Splint (fig. 315) is a bony excrescence situated on or near the small splint bones, and is often the means of permanently uniting the latter to the canon. Not fewer than 90 per cent of our light horses suffer from this ailment, but a large proportion of this number acquire it without suffering any inconvenience. Splints may be situated on the inner or the outer part of the limb, but in the great majority of cases they occupy the first-named position. Some are placed well forward, while others are situated quite at the back of the leg. In the former position they are not of much importance, but in the latter they usually prove troublesome, and provoke most acute and lasting lameness by encroaching upon and irritating the ligaments and tendons there situated. These growths assume a variety of forms. Sometimes they are very prominent and project from a narrow base, at others they are quite flat and diffused, and consequently with difficulty recognized. There may be only one large one, or several smaller ones may exist, placed one below another along the course of the splint-bone. When involving the knee, splints interfere with the flexion, or bending, of the joint, and may occasion permanent disablement.
Fig. 315. - Splint A, Exposed Splint. B, Splint covered by Skin.
The degree of lameness is not always proportionate to the size of the growth. Splints sometimes develop to a large size without occasioning trouble, while very small ones, when backwardly placed, may give rise to the most acute and abiding lameness.

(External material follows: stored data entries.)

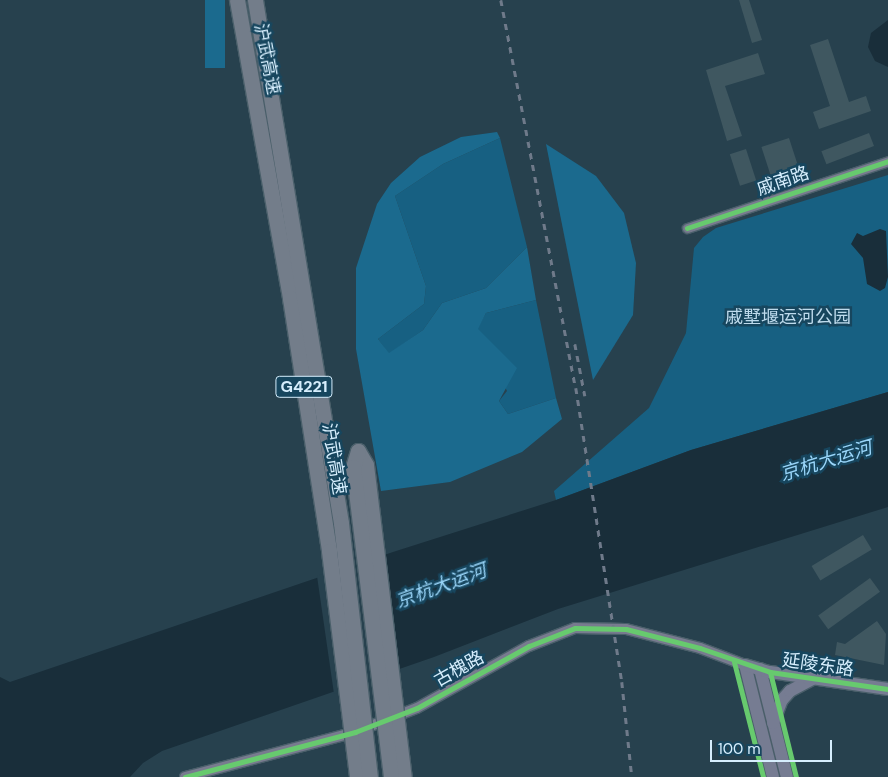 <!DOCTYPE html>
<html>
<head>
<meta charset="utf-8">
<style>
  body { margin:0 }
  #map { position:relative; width:888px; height:777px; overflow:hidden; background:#27414e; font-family:"DM Sans","Noto Sans SC",sans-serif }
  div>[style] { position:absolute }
  .green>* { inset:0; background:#176082 }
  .forest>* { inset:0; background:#1b6a8e; transform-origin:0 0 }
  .water>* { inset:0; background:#192e3a }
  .pier>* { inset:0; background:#27414e }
  .building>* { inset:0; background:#3f5760; transform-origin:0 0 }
  .roads { filter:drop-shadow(1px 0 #4a5f6a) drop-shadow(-1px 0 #4a5f6a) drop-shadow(0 1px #4a5f6a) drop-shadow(0 -1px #4a5f6a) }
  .minor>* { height:9px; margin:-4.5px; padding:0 4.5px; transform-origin:4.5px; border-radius:4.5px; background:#787b8f }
  .tertiary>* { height:10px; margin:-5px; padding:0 5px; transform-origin:5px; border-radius:5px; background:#787b8f }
  .secondary>* { height:12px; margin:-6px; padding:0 6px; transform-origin:6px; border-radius:6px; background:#767c92 }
  .rail>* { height:2.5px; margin-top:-1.25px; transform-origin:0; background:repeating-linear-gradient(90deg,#6f7a8a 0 6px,transparent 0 12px) }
  .bridges { filter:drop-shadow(1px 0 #4a5f6a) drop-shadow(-1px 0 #4a5f6a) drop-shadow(0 1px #4a5f6a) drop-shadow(0 -1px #4a5f6a) }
  .motorway-bridge>* { height:15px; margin:-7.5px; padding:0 7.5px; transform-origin:7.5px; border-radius:7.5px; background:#737d8a }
  .cycleway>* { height:5px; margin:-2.5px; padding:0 2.5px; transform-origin:2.5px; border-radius:2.5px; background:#67ca6e }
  span { translate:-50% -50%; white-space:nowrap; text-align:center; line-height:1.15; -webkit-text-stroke:5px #17465e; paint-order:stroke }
  .shield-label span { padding:1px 4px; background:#17465e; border:1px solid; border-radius:4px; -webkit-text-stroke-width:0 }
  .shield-label { font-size:16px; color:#d6eefd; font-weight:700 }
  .street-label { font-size:18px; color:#d6eefd }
  .park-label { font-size:18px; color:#bedbed }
  .water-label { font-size:19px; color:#99d5f9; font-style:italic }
  .scale { position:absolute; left:710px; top:740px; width:122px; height:22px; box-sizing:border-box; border:2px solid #d6eefd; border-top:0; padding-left:6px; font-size:15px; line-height:18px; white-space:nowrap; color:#d6eefd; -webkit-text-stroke:4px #17465e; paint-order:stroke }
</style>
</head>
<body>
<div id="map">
  <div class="green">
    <i style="clip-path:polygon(500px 138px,527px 247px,486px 288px,442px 303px,423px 330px,389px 354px,378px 339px,424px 304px,426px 286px,395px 196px,443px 164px)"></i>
    <i style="clip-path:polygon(888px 175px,888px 392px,691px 450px,556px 500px,554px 491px,649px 408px,686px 333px,694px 248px,703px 237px,716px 228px)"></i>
    <i style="clip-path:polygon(536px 300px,556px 398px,508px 414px,499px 401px,507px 391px,477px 329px,486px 313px)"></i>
  </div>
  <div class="forest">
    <i style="left:205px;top:0;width:20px;height:68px"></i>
    <i style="clip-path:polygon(497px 132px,500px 138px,443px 164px,395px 196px,426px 286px,424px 304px,378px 339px,389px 353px,423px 330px,442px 303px,486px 288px,527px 247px,536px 300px,486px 313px,478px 329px,517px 368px,499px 401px,508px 414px,556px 398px,562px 419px,522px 452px,450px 482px,381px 491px,356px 349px,356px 268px,377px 204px,391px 183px,420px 157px,461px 137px)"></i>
    <i style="clip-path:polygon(546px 144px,596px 176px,624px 213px,636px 263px,633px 315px,593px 380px)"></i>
  </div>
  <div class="water">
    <i style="clip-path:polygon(888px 20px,888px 67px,875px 61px,868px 47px,871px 33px)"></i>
    <i style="clip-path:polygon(880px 229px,886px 231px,888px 277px,885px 288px,880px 291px,867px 284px,863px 258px,851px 244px,857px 233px,863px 236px)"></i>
    <i style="clip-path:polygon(888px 392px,888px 507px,558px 609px,434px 657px,162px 751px,143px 763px,130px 777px,0 777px,0 677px,10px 682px,393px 552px,556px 500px,691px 450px)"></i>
  </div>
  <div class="pier">
    <i style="clip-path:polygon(385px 552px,400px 671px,334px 694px,317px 576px)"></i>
  </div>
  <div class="building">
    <i style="clip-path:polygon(739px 0,749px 0,762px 40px,752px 43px)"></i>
    <i style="clip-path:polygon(828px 39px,849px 102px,866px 96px,871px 111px,819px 129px,813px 112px,830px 106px,810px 45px)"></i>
    <i style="clip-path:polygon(758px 53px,765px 74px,725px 86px,742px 136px,727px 141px,706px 70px)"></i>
    <i style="left:869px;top:133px;width:14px;height:51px;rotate:69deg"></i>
    <i style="left:789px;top:138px;width:36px;height:29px;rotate:72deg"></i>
    <i style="left:746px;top:149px;width:33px;height:17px;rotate:72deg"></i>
    <i style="left:863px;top:535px;width:17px;height:60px;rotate:59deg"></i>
    <i style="left:870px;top:578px;width:17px;height:64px;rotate:54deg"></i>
    <i style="clip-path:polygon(877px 621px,886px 634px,884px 665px,835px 655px,837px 642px,845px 644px)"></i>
  </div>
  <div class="roads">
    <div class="minor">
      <i style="left:687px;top:228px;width:212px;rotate:-18.4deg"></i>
    </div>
    <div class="tertiary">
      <i style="left:185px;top:777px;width:176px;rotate:-14.8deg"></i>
      <i style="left:355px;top:732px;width:66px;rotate:-21.2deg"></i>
      <i style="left:417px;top:708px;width:128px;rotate:-29deg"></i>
      <i style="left:529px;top:646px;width:49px;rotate:-21.4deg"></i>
      <i style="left:575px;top:628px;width:51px;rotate:1.1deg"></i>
      <i style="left:626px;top:629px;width:76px;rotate:14.4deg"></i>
      <i style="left:700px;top:648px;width:48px;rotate:20.7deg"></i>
    </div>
    <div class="secondary">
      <i style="left:760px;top:669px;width:111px;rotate:76deg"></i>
      <i style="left:773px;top:723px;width:25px;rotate:-69deg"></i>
      <i style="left:782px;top:700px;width:12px;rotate:-48deg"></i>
      <i style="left:790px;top:691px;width:26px;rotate:-28deg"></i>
      <i style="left:773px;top:777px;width:115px;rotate:-104deg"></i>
      <i style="left:745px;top:665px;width:26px;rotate:16deg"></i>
      <i style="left:770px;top:672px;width:119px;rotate:8.2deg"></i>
    </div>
  </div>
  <div class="rail">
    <i style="left:501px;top:0;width:395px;rotate:79.1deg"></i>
    <i style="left:576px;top:388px;width:298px;rotate:81.1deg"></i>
    <i style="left:622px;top:682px;width:96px;rotate:84deg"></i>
    <i style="left:575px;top:344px;width:53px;rotate:79.1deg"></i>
  </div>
  <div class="bridges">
    <div class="motorway-bridge">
      <i style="left:237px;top:0;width:303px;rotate:79.9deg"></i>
      <i style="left:290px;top:298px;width:256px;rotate:81.2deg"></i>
      <i style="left:329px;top:551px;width:228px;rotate:82.9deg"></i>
      <i style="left:255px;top:0;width:530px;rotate:80.66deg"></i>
      <i style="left:341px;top:523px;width:256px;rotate:83.5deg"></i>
      <i style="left:358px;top:451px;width:16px;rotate:60deg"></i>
      <i style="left:366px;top:465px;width:314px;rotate:83.1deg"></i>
      <i style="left:358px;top:451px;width:17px;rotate:107deg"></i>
      <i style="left:353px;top:467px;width:312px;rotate:83deg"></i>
    </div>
  </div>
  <div class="cycleway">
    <i style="left:687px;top:228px;width:212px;rotate:-18.4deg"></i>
    <i style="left:734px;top:662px;width:119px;rotate:75.8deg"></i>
    <i style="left:770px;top:672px;width:108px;rotate:76.1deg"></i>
    <i style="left:185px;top:777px;width:176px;rotate:-14.8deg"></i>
    <i style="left:355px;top:732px;width:66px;rotate:-21.2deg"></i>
    <i style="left:417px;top:708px;width:128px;rotate:-29deg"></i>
    <i style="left:529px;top:646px;width:49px;rotate:-21.4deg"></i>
    <i style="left:575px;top:628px;width:51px;rotate:1.1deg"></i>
    <i style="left:626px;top:629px;width:76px;rotate:14.4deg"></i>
    <i style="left:700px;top:648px;width:74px;rotate:18.9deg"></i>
    <i style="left:770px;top:672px;width:119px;rotate:8.2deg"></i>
  </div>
  <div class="shield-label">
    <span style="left:304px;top:387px">G4221</span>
  </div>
  <div class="street-label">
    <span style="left:267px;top:59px;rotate:79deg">沪武高速</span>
    <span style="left:783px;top:181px;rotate:-19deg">戚南路</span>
    <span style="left:334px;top:459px;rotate:81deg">沪武高速</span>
    <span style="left:818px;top:665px;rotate:8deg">延陵东路</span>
    <span style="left:459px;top:669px;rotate:-29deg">古槐路</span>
  </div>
  <div class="park-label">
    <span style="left:788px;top:317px">戚墅堰运河公园</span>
  </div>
  <div class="water-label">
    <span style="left:826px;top:461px;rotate:-17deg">京杭大运河</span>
    <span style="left:441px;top:586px;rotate:-20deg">京杭大运河</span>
  </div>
  <div class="scale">100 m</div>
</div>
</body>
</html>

Splints are hereditary in a very high degree - more so, perhaps, than any other affection of the limbs. They usually appear between the ages of two and five years, but they are by no means rare in yearlings, and may occasionally be seen in foals. Owing to the great predisposition to them inherited by our horses, they are easily provoked to growth by too early work, and the imposition of heavy weights on the backs of the young and immature. Blows inflicted by one leg upon the other occasionally cause splints, and many cases are referrible to the concussion or jar induced by the high-beating action which some animals display.
How far conformation and indifferent shoeing may take part in the production of splint it is difficult to say, but there are reasons for the belief that they operate as inducing causes.
Although, as a rule, splints are obvious enough either to the sight or touch, this is by no means always the case. In some instances the greatest care in the manipulation of the limb is required to detect them, and occasionally they evade the most diligent search. This is especially the case when they are small and placed on the posterior aspect of the limb. In the early period of their formation, while the periosteum or covering of the bone is still inflamed, pressure applied to the splint induces pain, and causes the animal to jerk away the leg forcibly. Abnormal heat may or may not be discernible at this time.
Pain, however, in the splint itself is not always necessary to splint lameness. In many instances the defective action remains after all inflammation has subsided in the bone. In these cases impaired movement is mainly due to mechanical irritation excited in the tendons and ligaments on which the projecting splint encroaches. The lameness resulting from this disease affects the action in various ways, according to the situation of the growth.
When the splint is at the back of the shin the knee is imperfectly flexed, and the movement of the limb is consequently stiff and short. When it encroaches on the knee the same imperfect action is observed, with the addition that the limb is slightly abducted or thrown outward at each step. Splint lameness is aggravated by the jar of hard ground.
On the first appearance of lameness from this cause the horse should cease to work, and be placed in a well-littered box. A dose of physic and light diet should be promptly adopted as preliminaries to more active treatment. After the effects of the medicine have passed away the leg should be irrigated with cold water for half an hour three times a day, and in the intervals a cold wet bandage should be applied to the affected limb. Should the lameness continue after four or five days, a blister may be applied to the inner and outer side of the leg between the knee and the fetlock, and repeated once or oftener according to the requirements of the case. Should this not succeed, it may be necessary to puncture the splint with the pointed iron, or to insert a seton over it, or, as a last resort, to cut through the covering of the bone (periosteotomy). It need hardly be said that the operations last referred to can only be undertaken safely by the qualified veterinarian.